Texte intégral
RTL - vendredi 18 octobre 1996
RTL : Est-ce qu'il faut parler ce soir d'évolution ou de révolution ?
F. Fillon : C'est une révolution qui se cache derrière le changement de numérotation, puisque, finalement, ce qui rend ce changement de numérotation nécessaire, c'est la libéralisation du téléphone, c'est l'explosion des usages des télécommunications qui nécessite de plus en plus de numéros, mais surtout la possibilité qui sera donnée très vite, maintenant, aux Français, de choisir leur opérateur de téléphone, et le choix se fera notamment grâce à la nouvelle numérotation.
RTL : Justement, de nouveaux opérateurs notamment étrangers pourront accéder au marché français dans deux ans. Est-ce que ça voudra dire de nouveaux changements à ce moment-là ?
F. Fillon : Ça voudra dire simplement qu'on restera à dix chiffres. Ça voudra dire simplement que pour choisir son opérateur, au lieu de faire le 01, le 02, le 03, le 04, le 05, etc..., on pourra faire le 21 ou le 32 ou le 44. La première lettre permettant d'identifier l'opérateur que l'on veut choisir, et le 0 étant le choix par défaut. C'est-à-dire qu'en faisant le 0, on aura toujours son correspondant au bout du téléphone, et si l'on veut choisir un autre opérateur que l'opérateur par défaut, qui sera en général France Télécom, à ce moment-là. On remplacera le 0 par un 2 ou par un 3, à partir de janvier 98.

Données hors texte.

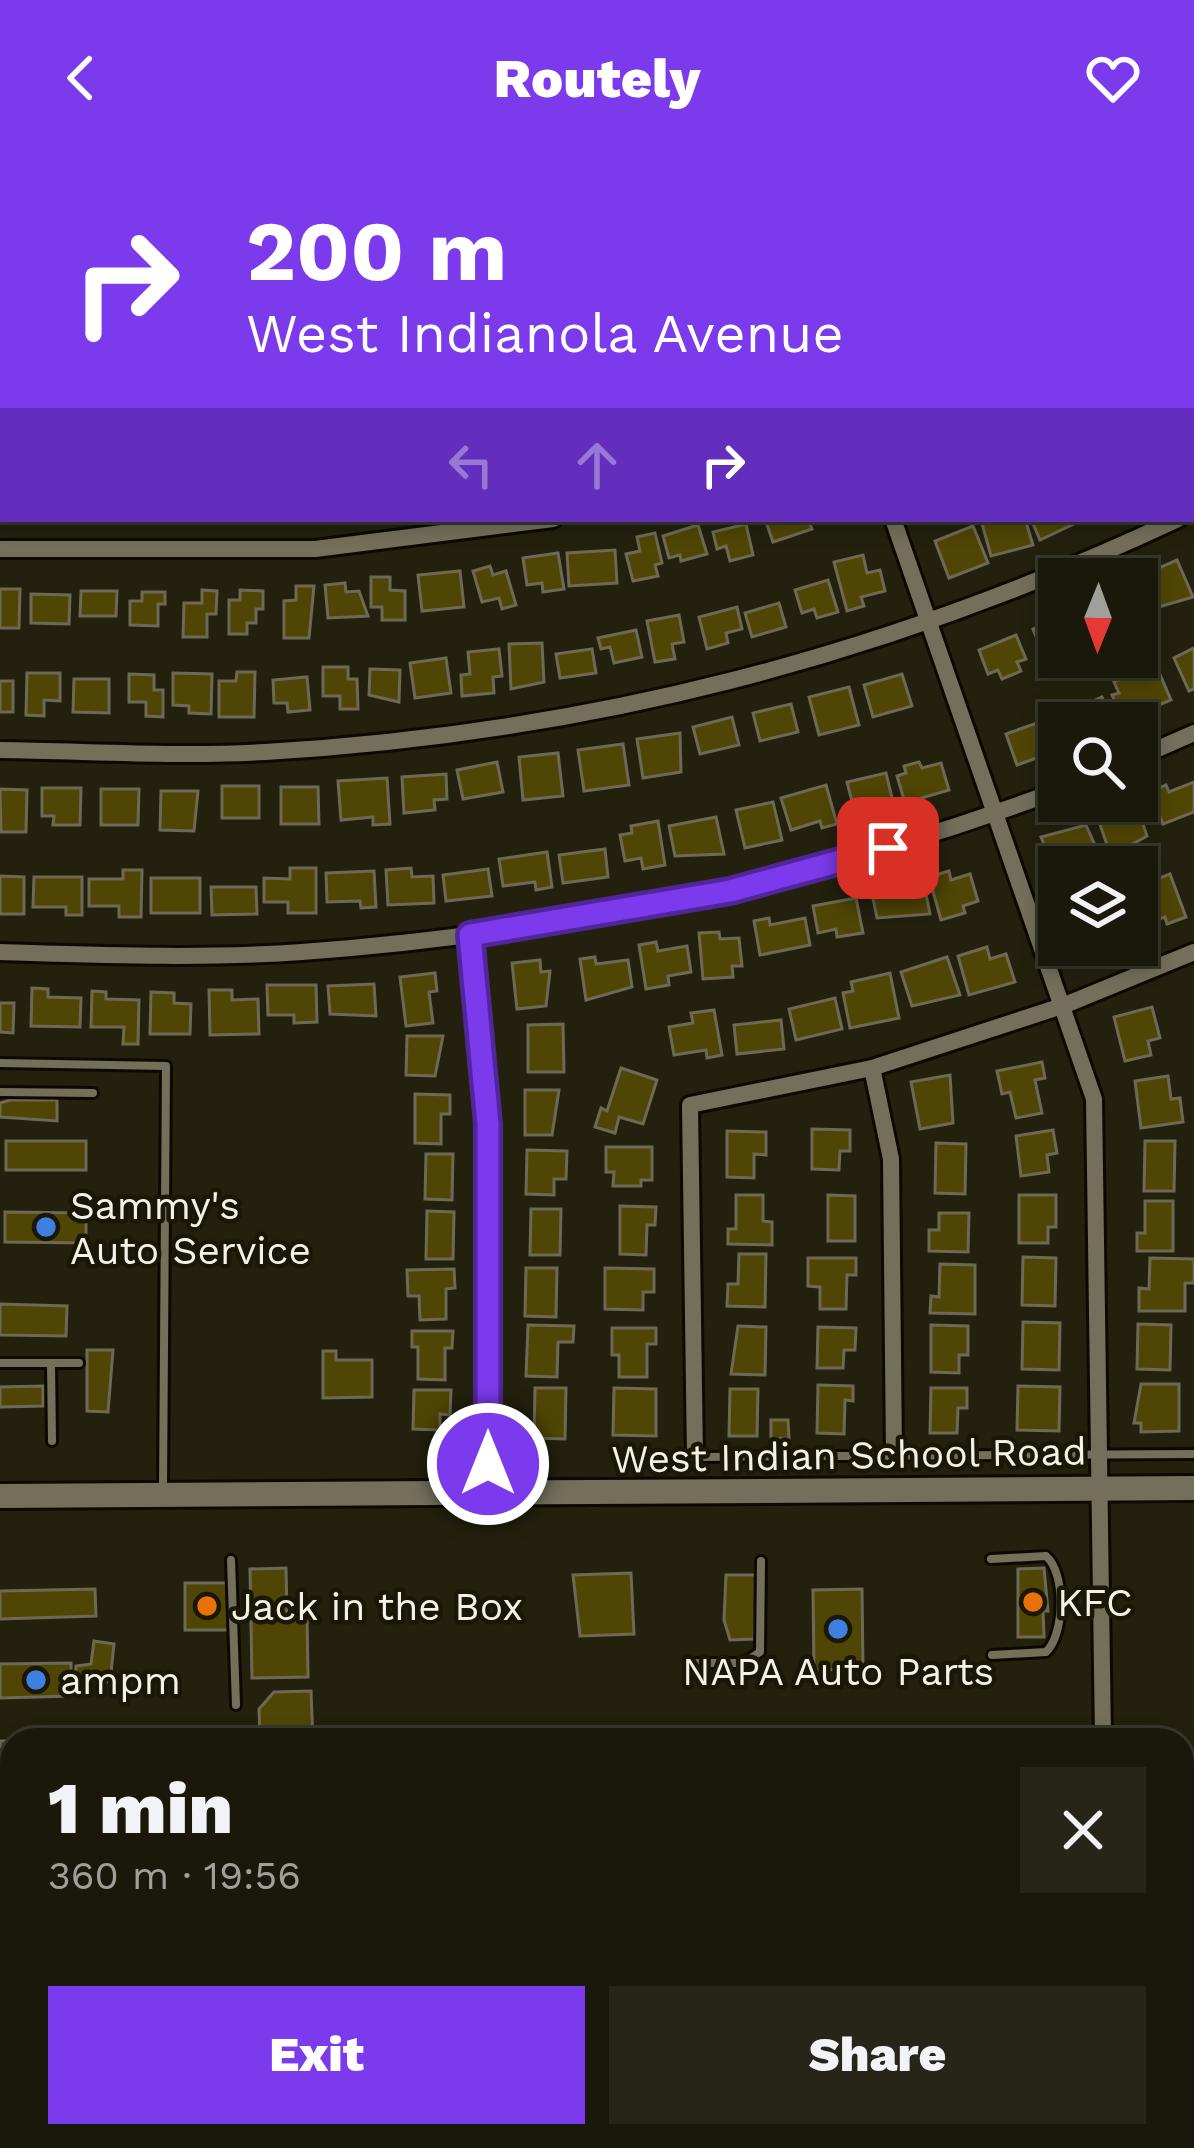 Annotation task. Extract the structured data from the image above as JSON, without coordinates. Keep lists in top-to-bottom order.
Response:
{
  "streets": {
    "main road": ["West Indian School Road"]
  },
  "places": [
    "Sammy's Auto Service",
    "KFC",
    "Jack in the Box",
    "NAPA Auto Parts",
    "ampm"
  ],
  "north": "bottom",
  "page": {
    "header": "Routely",
    "turn": ["200 m", "West Indianola Avenue"],
    "heading": ["1 min", "360 m · 19:56"],
    "buttons": ["Exit", "Share"]
  }
} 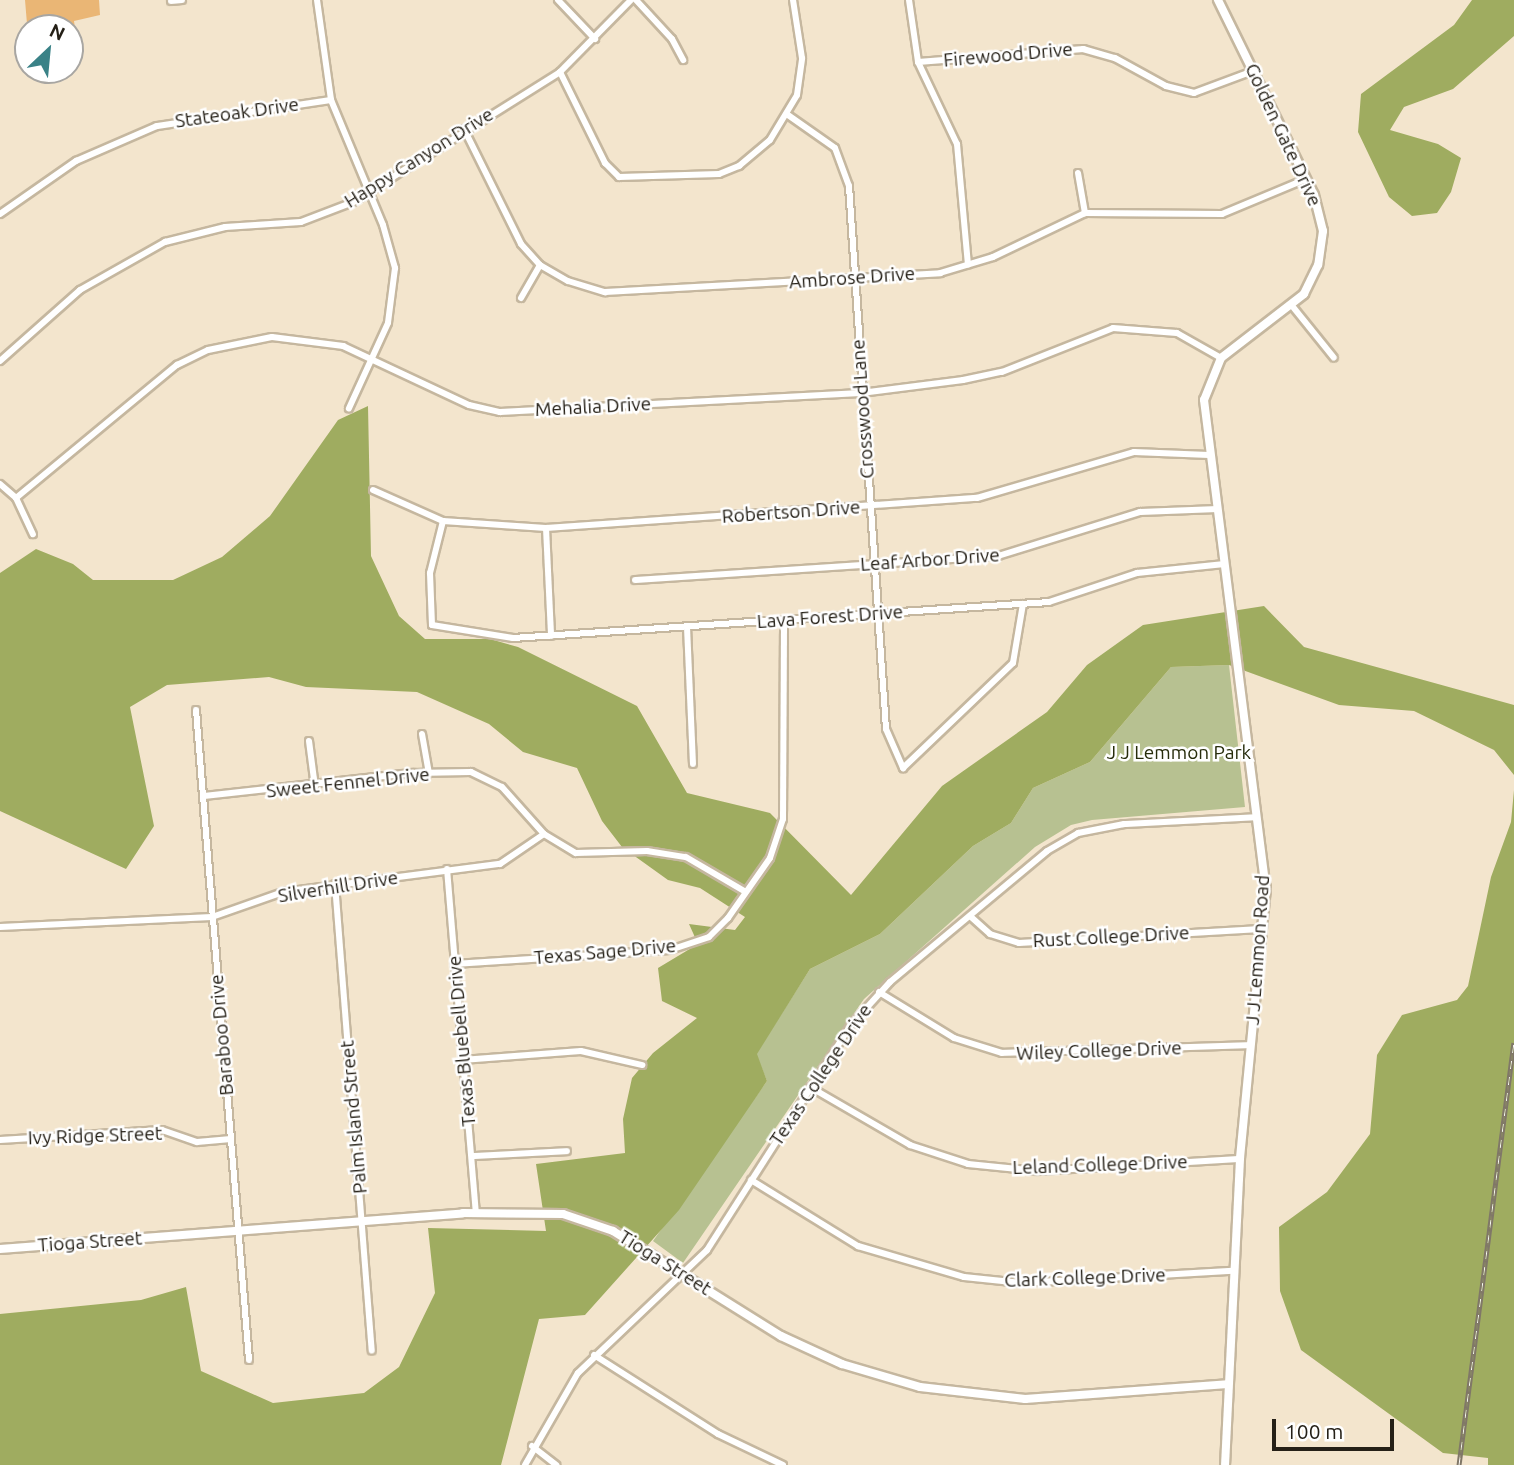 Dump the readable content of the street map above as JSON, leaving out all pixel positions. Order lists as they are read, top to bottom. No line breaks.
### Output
{"streets":{"street":["Firewood Drive","Stateoak Drive","Golden Gate Drive","Happy Canyon Drive","Ambrose Drive","Mehalia Drive","Crosswood Lane","Robertson Drive","Leaf Arbor Drive","Lava Forest Drive","Sweet Fennel Drive","Silverhill Drive","Rust College Drive","J J Lemmon Road","Texas Sage Drive","Baraboo Drive","Texas Bluebell Drive","Wiley College Drive","Texas College Drive","Palm Island Street","Ivy Ridge Street","Leland College Drive","Tioga Street","Clark College Drive"]},"crossings":[["Firewood Drive","Golden Gate Drive"],["Golden Gate Drive","Ambrose Drive"],["Golden Gate Drive","Mehalia Drive"],["Golden Gate Drive","J J Lemmon Road"],["Happy Canyon Drive","Ambrose Drive"],["Ambrose Drive","Crosswood Lane"],["Mehalia Drive","Crosswood Lane"],["Mehalia Drive","J J Lemmon Road"],["Crosswood Lane","Robertson Drive"],["Crosswood Lane","Leaf Arbor Drive"],["Crosswood Lane","Lava Forest Drive"],["Robertson Drive","Lava Forest Drive"],["Robertson Drive","J J Lemmon Road"],["Leaf Arbor Drive","J J Lemmon Road"],["Lava Forest Drive","J J Lemmon Road"],["Lava Forest Drive","Texas Sage Drive"],["Sweet Fennel Drive","Silverhill Drive"],["Sweet Fennel Drive","Texas Sage Drive"],["Sweet Fennel Drive","Baraboo Drive"],["Silverhill Drive","Baraboo Drive"],["Silverhill Drive","Texas Bluebell Drive"],["Silverhill Drive","Palm Island Street"],["Rust College Drive","J J Lemmon Road"],["Rust College Drive","Texas College Drive"],["J J Lemmon Road","Wiley College Drive"],["J J Lemmon Road","Texas College Drive"],["J J Lemmon Road","Leland College Drive"],["J J Lemmon Road","Tioga Street"],["J J Lemmon Road","Clark College Drive"],["Texas Sage Drive","Texas Bluebell Drive"],["Baraboo Drive","Ivy Ridge Street"],["Baraboo Drive","Tioga Street"],["Texas Bluebell Drive","Tioga Street"],["Wiley College Drive","Texas College Drive"],["Texas College Drive","Leland College Drive"],["Texas College Drive","Tioga Street"],["Texas College Drive","Clark College Drive"],["Palm Island Street","Tioga Street"]],"parks":["J J Lemmon Park"],"scale_bar":"100 m","north":"top right"}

RTL : Vous êtes un ministre un peu anxieux ? Vous pensez que les risques sont minimes de ce basculement en une fraction de seconde à 23 heures ?
F. Fillon : Les risques existent. La technologie, je suis payé pour le savoir, ne permet pas toujours de réussir. Mais je crois que là, tout a été fait pour que cette opération se passe de la meilleure façon qui soit, et les techniciens de France Télécom travaillent depuis des mois et des mois, ont répété le scénario, ont mis en place des dispositifs redondants, des dispositifs de secours qui devraient, je crois, faire de cette opération, une opération quasi indolore pour nos concitoyens. Mais j'ai un peu d'angoisse quand même.
RTL : Il va falloir réviser notre géographie, en tout cas pour certains départements qui sont à cheval ?
F. Fillon : Oui, bien sûr. Mais je crois qu’on le fera vite. Ce n’est pas un système très compliqué. Il n’y a finalement que cinq zones, et les cartes qui ont été distribuées par France Télécom, plus les numéros de secours qui ont été mis en place, tout cela devrait permettre de rendre cette modification très simple.
RTL : Un sondage dans Le Parisien affirmait ce matin que cette réforme était bien acceptée ?
F. Fillon : Oui, je crois que les Français ont compris qu'on avait besoin de numéros de téléphone supplémentaires. On en consomme pratiquement 2 millions de plus par an, et on estime qu'à l'horizon 2000, chaque Français aura au moins trois numéros de téléphone, compte tenu des nouveaux usages, de la multiplication des portables, de l'arrivée des services en ligne comme Internet. C'est donc une nécessité.
RTL : F. Fillon, ça va quand même coûter 2 milliards aux entreprises. Pourquoi leur faire payer la facture ?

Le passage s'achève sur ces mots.